Dataset items:

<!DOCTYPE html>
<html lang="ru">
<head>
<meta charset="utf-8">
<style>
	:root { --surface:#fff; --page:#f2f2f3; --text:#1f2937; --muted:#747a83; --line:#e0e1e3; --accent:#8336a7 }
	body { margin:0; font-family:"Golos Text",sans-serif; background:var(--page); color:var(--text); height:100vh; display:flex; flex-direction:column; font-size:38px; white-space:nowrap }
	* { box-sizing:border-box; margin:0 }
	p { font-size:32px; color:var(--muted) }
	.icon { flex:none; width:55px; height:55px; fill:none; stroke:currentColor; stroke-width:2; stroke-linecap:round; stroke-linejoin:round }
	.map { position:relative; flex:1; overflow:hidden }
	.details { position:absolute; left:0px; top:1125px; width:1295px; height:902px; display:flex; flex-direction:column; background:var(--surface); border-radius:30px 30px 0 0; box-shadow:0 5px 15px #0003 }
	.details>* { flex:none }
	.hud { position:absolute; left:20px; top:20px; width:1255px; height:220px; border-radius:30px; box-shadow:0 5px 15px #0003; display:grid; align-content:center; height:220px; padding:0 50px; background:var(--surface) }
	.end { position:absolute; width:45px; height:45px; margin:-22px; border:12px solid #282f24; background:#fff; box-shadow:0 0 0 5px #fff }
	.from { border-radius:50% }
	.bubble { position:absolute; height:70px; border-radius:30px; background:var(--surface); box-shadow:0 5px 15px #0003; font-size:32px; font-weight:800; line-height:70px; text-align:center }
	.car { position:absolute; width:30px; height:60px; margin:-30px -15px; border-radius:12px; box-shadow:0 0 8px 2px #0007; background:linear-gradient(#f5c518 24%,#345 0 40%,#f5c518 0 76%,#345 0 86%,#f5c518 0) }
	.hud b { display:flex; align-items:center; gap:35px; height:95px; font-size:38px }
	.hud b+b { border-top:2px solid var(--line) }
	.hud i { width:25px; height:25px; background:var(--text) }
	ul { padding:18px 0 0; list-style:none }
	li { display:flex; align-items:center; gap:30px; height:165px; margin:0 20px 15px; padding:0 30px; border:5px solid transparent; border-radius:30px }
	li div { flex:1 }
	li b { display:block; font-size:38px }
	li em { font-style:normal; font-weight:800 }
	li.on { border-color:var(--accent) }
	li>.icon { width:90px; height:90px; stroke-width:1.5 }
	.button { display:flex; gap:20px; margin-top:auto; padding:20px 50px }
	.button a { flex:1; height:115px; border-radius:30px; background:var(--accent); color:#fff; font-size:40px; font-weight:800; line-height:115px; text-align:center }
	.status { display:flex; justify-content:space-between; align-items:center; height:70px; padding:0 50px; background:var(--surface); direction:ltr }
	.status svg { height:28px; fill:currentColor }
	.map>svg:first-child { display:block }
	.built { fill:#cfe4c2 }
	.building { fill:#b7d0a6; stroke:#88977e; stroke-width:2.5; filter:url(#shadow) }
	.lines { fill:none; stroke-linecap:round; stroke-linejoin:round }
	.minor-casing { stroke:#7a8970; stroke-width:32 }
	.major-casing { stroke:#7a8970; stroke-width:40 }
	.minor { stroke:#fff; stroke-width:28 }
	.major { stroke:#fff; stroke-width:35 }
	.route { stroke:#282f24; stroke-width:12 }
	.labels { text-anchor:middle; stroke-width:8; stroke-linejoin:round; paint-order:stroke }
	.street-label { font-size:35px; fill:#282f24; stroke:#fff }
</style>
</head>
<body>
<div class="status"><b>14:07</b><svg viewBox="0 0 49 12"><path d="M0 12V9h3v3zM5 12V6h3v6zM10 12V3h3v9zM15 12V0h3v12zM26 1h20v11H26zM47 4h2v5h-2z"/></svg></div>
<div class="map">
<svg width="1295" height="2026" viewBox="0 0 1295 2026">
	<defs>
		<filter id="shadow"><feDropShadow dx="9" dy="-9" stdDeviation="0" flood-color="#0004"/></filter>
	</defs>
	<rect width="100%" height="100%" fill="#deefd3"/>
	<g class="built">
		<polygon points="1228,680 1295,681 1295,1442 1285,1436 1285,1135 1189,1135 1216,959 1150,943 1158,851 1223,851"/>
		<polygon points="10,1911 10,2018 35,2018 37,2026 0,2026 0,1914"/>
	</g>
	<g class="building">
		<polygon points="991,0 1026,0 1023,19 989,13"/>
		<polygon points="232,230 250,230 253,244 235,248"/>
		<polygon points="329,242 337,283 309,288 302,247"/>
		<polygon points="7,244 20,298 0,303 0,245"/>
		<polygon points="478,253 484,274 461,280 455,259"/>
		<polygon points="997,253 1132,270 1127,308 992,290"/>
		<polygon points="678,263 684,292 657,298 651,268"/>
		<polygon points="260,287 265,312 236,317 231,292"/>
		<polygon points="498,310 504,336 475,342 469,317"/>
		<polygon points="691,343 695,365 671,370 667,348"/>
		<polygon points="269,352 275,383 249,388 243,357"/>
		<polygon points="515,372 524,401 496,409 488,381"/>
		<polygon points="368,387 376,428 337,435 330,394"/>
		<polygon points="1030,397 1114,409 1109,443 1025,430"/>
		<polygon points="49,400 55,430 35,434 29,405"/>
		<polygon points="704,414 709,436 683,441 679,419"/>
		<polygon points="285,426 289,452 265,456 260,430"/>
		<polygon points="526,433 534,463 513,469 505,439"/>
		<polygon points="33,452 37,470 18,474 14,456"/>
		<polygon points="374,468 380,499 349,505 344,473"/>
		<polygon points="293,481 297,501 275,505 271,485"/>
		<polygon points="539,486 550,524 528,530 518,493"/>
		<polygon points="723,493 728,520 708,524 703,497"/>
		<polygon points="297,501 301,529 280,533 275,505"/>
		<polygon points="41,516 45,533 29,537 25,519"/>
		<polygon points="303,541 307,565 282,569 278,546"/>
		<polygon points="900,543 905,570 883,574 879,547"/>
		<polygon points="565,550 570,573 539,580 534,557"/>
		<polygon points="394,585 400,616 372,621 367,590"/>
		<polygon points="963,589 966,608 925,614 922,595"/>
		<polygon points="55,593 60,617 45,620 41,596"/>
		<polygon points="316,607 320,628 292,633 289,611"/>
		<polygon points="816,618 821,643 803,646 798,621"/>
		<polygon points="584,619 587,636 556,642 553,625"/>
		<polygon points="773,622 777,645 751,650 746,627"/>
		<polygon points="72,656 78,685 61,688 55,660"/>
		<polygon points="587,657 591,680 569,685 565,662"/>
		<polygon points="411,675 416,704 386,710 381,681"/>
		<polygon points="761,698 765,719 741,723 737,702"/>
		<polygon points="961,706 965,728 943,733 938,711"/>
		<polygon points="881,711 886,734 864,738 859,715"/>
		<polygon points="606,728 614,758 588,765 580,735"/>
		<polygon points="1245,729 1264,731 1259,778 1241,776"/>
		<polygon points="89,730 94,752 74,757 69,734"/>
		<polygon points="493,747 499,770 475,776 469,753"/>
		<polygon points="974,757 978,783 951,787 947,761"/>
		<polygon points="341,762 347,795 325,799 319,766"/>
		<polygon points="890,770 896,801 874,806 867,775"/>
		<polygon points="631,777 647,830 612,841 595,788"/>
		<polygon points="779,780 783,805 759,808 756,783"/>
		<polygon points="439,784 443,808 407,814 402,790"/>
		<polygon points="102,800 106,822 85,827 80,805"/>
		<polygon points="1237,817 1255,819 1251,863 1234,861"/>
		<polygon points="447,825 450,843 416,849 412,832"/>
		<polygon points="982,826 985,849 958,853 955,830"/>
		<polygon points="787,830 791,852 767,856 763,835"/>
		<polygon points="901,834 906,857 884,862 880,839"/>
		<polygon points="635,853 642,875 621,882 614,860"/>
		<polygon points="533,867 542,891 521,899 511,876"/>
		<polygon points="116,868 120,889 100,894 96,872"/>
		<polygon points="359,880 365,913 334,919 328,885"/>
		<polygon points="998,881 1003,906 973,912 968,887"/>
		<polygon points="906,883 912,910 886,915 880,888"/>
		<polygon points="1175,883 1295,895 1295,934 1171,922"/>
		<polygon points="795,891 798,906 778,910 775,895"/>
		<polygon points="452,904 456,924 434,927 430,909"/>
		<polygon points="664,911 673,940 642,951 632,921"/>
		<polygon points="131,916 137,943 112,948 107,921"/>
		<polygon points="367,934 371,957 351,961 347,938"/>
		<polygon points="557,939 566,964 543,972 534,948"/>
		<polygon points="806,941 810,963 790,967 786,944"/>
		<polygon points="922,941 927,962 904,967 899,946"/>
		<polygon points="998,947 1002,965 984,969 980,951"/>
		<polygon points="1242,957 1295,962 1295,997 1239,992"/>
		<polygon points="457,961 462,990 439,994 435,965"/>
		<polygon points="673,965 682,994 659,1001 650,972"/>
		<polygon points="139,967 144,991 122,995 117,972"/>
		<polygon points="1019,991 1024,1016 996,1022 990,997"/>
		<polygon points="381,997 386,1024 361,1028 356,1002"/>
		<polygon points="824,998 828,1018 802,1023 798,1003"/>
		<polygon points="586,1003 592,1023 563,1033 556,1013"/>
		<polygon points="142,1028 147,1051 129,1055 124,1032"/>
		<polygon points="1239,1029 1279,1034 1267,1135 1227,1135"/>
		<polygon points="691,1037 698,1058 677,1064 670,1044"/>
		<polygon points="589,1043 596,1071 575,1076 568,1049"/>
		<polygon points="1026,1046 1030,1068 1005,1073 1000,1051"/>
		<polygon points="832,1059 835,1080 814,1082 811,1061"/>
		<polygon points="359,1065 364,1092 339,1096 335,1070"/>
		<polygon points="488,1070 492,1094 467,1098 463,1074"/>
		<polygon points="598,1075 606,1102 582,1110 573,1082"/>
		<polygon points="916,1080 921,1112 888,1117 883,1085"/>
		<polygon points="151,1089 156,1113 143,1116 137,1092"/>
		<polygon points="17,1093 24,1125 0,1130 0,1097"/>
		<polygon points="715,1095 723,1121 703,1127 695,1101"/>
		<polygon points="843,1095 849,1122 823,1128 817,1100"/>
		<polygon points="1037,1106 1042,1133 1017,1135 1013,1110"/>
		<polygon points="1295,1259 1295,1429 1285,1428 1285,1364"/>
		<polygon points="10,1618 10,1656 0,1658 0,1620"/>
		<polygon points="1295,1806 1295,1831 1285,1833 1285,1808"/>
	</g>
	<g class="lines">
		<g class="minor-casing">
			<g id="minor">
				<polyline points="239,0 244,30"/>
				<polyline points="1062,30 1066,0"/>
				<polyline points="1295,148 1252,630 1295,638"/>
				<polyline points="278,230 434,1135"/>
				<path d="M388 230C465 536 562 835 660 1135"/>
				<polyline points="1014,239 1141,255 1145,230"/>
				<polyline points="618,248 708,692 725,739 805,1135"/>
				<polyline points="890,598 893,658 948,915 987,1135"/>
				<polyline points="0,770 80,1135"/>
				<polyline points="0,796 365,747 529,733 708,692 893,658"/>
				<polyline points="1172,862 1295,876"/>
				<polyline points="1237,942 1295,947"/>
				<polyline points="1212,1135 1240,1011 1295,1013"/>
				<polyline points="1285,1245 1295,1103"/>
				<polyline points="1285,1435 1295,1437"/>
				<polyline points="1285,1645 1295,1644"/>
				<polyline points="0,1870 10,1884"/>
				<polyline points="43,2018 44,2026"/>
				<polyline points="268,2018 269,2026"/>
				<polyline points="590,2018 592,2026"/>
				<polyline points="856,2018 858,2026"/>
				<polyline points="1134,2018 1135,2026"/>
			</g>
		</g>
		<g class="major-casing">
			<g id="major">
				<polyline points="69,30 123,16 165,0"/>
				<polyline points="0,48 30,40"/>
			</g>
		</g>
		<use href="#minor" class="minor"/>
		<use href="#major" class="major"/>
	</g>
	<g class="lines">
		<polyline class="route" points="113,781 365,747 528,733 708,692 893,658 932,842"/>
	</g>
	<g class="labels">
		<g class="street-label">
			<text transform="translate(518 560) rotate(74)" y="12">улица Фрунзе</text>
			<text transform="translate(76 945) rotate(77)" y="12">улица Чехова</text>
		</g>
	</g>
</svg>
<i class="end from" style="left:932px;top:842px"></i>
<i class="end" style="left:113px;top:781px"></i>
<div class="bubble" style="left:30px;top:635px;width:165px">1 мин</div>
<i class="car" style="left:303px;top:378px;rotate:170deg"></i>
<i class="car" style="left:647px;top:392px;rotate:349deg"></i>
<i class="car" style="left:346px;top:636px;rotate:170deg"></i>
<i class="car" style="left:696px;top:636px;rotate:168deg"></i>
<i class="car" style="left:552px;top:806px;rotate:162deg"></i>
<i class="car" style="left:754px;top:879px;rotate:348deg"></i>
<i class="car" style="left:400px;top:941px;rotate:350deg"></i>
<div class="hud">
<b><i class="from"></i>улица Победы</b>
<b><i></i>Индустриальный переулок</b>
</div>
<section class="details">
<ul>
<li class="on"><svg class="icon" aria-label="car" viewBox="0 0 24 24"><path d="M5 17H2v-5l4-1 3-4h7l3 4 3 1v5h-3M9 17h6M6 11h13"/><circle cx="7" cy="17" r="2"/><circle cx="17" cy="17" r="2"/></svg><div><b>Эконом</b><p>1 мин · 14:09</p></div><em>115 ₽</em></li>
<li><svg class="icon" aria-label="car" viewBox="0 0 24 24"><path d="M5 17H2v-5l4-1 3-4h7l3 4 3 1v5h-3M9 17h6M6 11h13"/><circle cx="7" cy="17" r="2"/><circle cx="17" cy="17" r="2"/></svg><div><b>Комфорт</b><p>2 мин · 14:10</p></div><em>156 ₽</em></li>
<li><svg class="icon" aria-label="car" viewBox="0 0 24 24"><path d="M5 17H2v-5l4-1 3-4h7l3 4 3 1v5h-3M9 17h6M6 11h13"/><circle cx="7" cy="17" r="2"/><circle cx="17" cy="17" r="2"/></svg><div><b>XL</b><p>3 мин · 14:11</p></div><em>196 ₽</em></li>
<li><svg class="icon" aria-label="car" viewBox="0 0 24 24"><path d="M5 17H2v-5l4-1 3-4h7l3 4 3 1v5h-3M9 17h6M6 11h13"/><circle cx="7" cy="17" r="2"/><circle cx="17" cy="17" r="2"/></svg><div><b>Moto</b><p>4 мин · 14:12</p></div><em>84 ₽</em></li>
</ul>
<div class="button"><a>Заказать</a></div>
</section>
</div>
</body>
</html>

#### DESCRIPTION OF THE TASK
Report how many lines of the records above contain the word "column", and give only that number.

#### OUTPUT OF THE EXERCISE
2